Lent is a time for lamentations, self-assessment
The man tosses and turns all night. He feels like a bucket that’s been kicked over and spilled. His heart is a “blob of melted wax in my gut.” He rails at God, asking “Why did you dump me miles from nowhere?”
The man is surely depressed and likely suffering from an ulcer, too. Plenty of medicine for both. The insomnia? No problem there, either. Sleep medication will promise to relieve that kicked-over-bucket sensation.
The distraught man’s words can be found in Psalm 22, in a version from “The Message: the Bible in Contemporary Language.”
Paul Seebeck photocopied Psalm 22 for me last week. Paul, the pastor at Knox Presbyterian Church on Spokane’s North Side, was working on his Ash Wednesday service. Tonight, he’ll preside over his first one as an ordained minister.
Ash Wednesday, the beginning of Lent in many Christian faith traditions, is often associated with the church season when people give things up, such as alcohol. But that superficiality belies Lent’s deeper currents. That’s why I visited Paul.
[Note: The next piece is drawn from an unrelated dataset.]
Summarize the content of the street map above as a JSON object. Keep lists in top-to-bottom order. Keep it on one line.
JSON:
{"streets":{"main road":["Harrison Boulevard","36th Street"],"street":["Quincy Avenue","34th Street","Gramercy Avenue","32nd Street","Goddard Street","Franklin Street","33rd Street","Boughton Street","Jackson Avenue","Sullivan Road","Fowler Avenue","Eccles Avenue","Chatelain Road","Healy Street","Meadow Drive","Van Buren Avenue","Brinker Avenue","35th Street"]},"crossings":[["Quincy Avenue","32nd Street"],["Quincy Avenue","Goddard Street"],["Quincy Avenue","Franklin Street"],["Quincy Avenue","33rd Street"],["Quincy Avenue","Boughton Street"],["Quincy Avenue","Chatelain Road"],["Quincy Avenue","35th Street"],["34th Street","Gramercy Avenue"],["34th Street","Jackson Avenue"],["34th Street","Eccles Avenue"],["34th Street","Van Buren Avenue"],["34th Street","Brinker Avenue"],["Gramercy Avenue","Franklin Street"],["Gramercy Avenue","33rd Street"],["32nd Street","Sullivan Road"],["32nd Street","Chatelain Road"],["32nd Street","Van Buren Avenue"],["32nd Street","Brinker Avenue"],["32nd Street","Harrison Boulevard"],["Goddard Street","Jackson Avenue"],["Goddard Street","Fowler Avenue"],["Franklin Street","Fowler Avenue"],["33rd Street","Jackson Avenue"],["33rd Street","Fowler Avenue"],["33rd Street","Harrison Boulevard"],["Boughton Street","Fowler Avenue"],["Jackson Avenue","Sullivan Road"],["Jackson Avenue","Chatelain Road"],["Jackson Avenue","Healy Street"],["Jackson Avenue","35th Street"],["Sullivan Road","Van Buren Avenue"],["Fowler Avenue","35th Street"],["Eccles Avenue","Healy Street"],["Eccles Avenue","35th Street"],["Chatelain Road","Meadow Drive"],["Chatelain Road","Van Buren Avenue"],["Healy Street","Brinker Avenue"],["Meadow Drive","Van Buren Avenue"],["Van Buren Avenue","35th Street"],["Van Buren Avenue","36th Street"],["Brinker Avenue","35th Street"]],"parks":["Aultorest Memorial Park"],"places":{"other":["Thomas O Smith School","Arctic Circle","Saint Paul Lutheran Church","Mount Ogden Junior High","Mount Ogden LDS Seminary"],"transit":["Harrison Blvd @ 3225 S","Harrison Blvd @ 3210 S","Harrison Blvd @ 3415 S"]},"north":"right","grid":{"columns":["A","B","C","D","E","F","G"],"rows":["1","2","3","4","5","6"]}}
In 2002, when Paul and I were in a theology class together at Gonzaga University, he presented a paper on the importance of lament. The importance of dwelling in grief and despair. The importance of expressing deep sorrow, disappointment and even anger.
“I read somewhere that the most destructive thing in any relationship is for one person to stop talking about what is bothering them, to stop voicing their concerns,” Paul said. “Scripture is full of conversations of people demanding to know where God is in the midst of loss and fear.”
In fall 2002, Paul was experiencing both. He’d lost his job as a broadcast journalist. He felt called to be an ordained minister in the Presbyterian faith tradition, but he was working toward that in a Jesuit institution, not the usual route. So he felt fear that his dream might never become reality.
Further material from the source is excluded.